### EXERCISE GOAL
Search the records for the string "rotate" and copy every line where it turns up.

### DATA EXTRACT

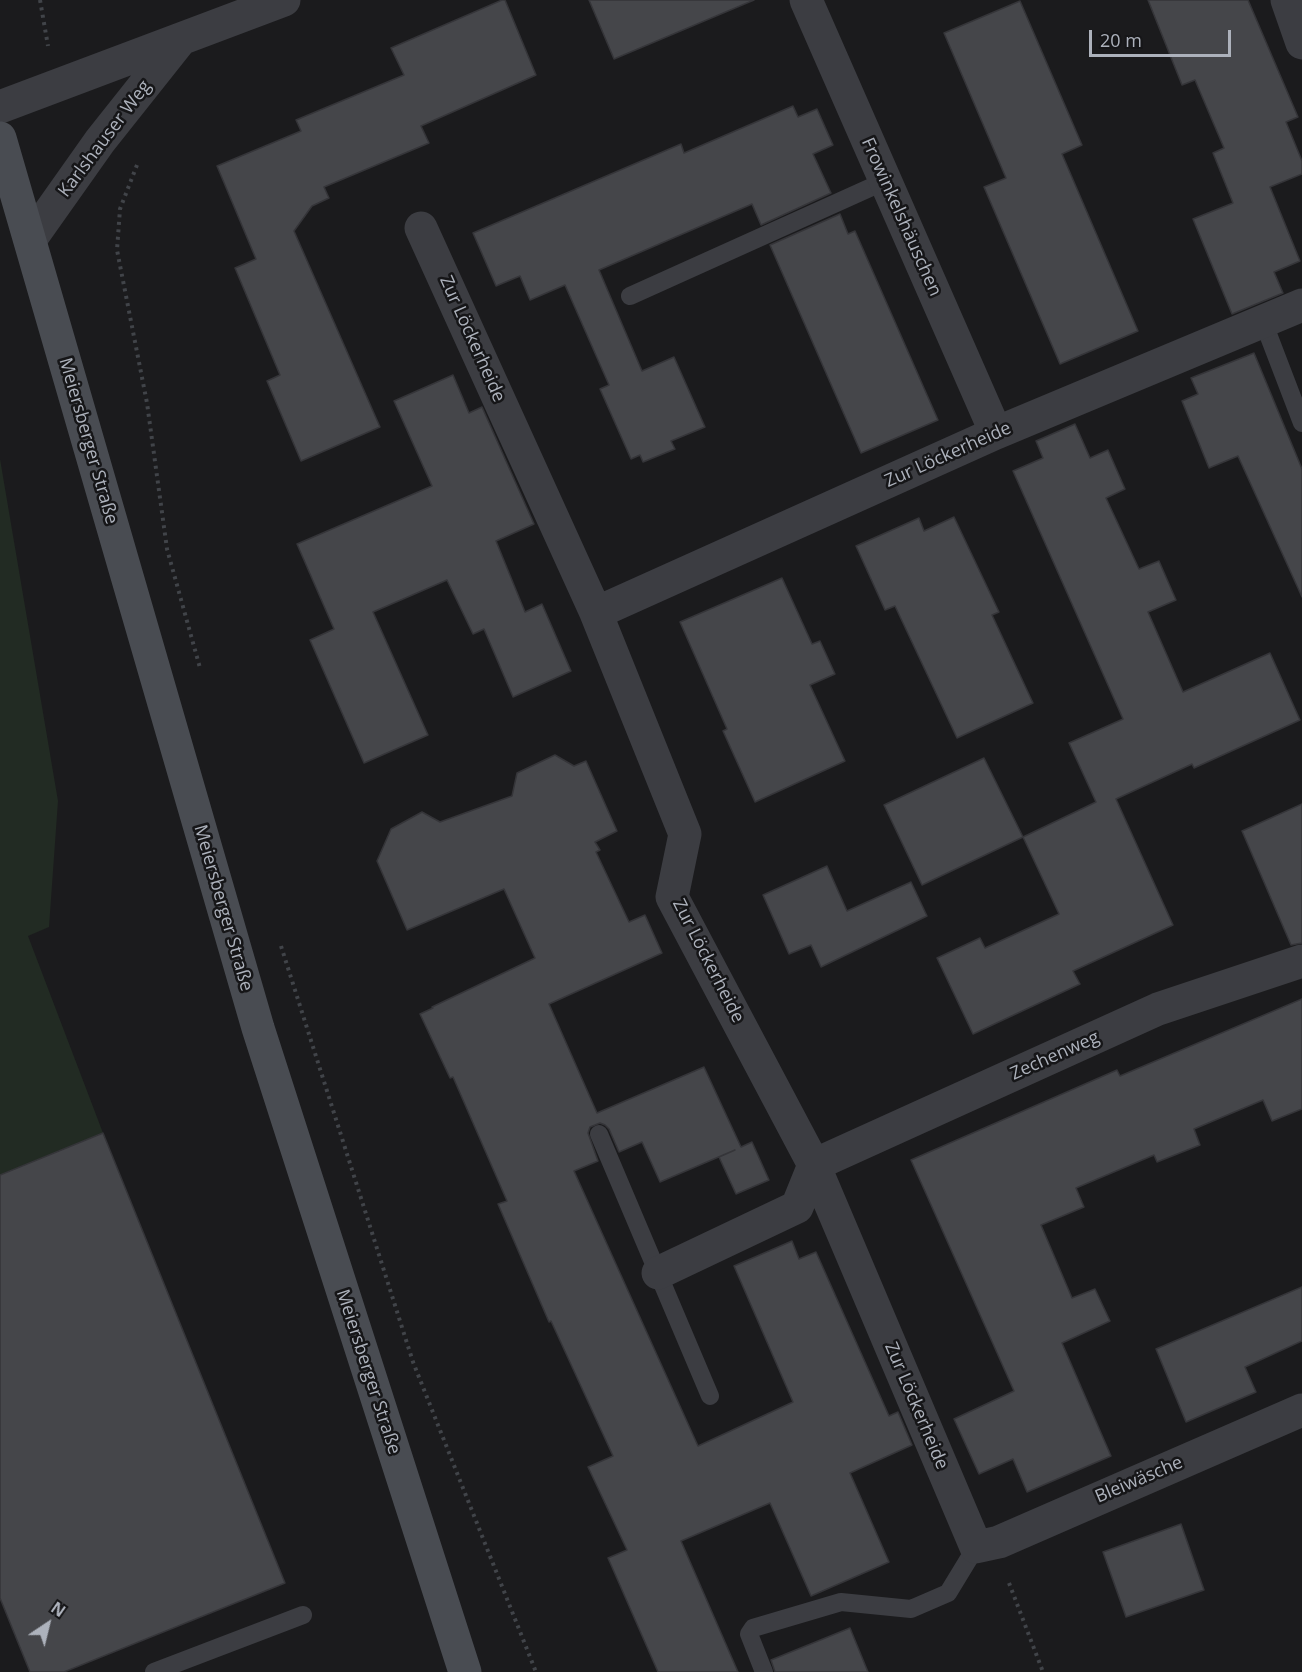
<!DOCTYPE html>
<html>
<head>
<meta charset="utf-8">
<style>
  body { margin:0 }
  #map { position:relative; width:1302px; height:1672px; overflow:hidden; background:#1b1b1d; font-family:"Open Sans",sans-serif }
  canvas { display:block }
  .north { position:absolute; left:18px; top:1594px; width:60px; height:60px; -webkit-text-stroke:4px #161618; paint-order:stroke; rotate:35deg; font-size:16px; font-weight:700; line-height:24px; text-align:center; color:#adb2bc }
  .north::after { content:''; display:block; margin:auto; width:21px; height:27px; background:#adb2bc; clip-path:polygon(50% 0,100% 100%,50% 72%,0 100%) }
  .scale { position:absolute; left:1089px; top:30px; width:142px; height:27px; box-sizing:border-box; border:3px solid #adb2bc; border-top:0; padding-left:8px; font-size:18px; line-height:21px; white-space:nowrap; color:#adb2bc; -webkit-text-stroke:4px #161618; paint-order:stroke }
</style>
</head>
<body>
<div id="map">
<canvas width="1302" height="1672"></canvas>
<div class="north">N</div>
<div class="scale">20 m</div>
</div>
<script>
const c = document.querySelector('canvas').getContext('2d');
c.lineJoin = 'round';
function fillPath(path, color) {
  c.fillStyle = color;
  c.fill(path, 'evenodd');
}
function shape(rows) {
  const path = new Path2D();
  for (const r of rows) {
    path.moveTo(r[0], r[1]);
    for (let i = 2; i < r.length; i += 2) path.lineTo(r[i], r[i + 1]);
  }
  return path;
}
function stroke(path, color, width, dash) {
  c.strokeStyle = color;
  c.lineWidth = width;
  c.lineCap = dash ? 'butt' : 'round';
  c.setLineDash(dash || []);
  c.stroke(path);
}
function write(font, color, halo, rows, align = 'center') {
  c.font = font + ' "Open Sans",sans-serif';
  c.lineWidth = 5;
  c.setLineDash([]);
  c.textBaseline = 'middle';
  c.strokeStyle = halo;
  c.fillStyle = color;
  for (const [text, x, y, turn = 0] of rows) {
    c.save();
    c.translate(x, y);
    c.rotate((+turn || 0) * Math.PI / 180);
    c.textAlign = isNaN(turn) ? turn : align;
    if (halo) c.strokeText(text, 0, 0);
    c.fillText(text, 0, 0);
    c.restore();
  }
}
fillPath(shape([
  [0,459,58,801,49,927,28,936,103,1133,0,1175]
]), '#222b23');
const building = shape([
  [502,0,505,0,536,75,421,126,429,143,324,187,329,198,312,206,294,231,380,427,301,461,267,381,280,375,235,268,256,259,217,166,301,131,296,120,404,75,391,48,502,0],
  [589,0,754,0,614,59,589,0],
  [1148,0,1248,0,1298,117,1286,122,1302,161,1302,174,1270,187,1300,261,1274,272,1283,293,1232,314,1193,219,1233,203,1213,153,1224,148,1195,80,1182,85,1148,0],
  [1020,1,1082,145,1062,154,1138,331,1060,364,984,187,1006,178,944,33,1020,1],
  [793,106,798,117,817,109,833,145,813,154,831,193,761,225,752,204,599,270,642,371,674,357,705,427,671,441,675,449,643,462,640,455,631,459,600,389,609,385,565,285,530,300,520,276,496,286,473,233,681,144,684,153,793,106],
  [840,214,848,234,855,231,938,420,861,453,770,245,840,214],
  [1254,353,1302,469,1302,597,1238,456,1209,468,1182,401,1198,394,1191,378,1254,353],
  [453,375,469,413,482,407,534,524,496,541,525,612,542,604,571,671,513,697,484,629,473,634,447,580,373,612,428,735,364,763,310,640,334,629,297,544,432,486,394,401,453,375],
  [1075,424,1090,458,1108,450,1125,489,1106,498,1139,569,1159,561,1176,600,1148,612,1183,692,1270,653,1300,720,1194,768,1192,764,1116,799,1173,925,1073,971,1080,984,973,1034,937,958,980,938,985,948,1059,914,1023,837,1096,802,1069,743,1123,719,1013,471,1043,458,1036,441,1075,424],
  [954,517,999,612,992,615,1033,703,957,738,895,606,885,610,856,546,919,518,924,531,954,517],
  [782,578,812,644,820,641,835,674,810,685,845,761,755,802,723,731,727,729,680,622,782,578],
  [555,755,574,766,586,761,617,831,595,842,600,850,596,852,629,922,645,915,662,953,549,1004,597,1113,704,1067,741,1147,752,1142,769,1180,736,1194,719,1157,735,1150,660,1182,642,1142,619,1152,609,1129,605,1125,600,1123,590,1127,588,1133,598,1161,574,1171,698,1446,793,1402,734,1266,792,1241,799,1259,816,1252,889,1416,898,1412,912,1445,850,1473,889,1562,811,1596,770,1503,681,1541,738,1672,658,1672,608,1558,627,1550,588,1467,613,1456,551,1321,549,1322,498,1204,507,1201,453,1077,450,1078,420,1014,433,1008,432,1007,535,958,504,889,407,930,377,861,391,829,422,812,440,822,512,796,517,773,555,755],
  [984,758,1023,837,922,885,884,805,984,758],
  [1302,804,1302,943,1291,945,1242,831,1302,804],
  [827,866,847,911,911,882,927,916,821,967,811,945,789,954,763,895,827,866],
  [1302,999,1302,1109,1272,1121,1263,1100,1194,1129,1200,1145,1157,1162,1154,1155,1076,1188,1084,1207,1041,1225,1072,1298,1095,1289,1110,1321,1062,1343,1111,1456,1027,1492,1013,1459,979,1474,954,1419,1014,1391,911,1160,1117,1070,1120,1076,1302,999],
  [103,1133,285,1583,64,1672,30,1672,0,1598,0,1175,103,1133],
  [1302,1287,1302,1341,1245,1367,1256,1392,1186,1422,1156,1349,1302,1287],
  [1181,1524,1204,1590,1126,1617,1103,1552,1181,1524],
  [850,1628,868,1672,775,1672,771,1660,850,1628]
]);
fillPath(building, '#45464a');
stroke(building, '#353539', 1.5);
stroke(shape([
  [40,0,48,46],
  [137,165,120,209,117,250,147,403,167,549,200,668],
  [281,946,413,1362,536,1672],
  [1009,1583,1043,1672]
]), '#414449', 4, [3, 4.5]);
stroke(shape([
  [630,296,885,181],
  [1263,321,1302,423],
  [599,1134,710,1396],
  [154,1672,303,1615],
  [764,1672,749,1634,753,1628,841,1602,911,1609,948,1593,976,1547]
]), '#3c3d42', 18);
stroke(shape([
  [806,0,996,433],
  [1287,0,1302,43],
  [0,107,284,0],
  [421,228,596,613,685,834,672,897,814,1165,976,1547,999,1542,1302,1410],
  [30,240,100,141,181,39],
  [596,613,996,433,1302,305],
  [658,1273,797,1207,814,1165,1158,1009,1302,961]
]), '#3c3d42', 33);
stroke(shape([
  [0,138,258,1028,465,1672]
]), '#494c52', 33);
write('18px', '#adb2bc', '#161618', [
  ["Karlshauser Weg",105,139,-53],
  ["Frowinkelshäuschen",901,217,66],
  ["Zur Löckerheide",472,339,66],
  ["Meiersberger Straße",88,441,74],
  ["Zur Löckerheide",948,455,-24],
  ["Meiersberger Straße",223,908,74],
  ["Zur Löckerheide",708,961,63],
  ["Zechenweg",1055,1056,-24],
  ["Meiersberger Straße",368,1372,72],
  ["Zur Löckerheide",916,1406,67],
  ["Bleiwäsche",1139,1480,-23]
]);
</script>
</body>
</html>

### SOLVED EXERCISE
  .north { position:absolute; left:18px; top:1594px; width:60px; height:60px; -webkit-text-stroke:4px #161618; paint-order:stroke; rotate:35deg; font-size:16px; font-weight:700; line-height:24px; text-align:center; color:#adb2bc }
    c.rotate((+turn || 0) * Math.PI / 180);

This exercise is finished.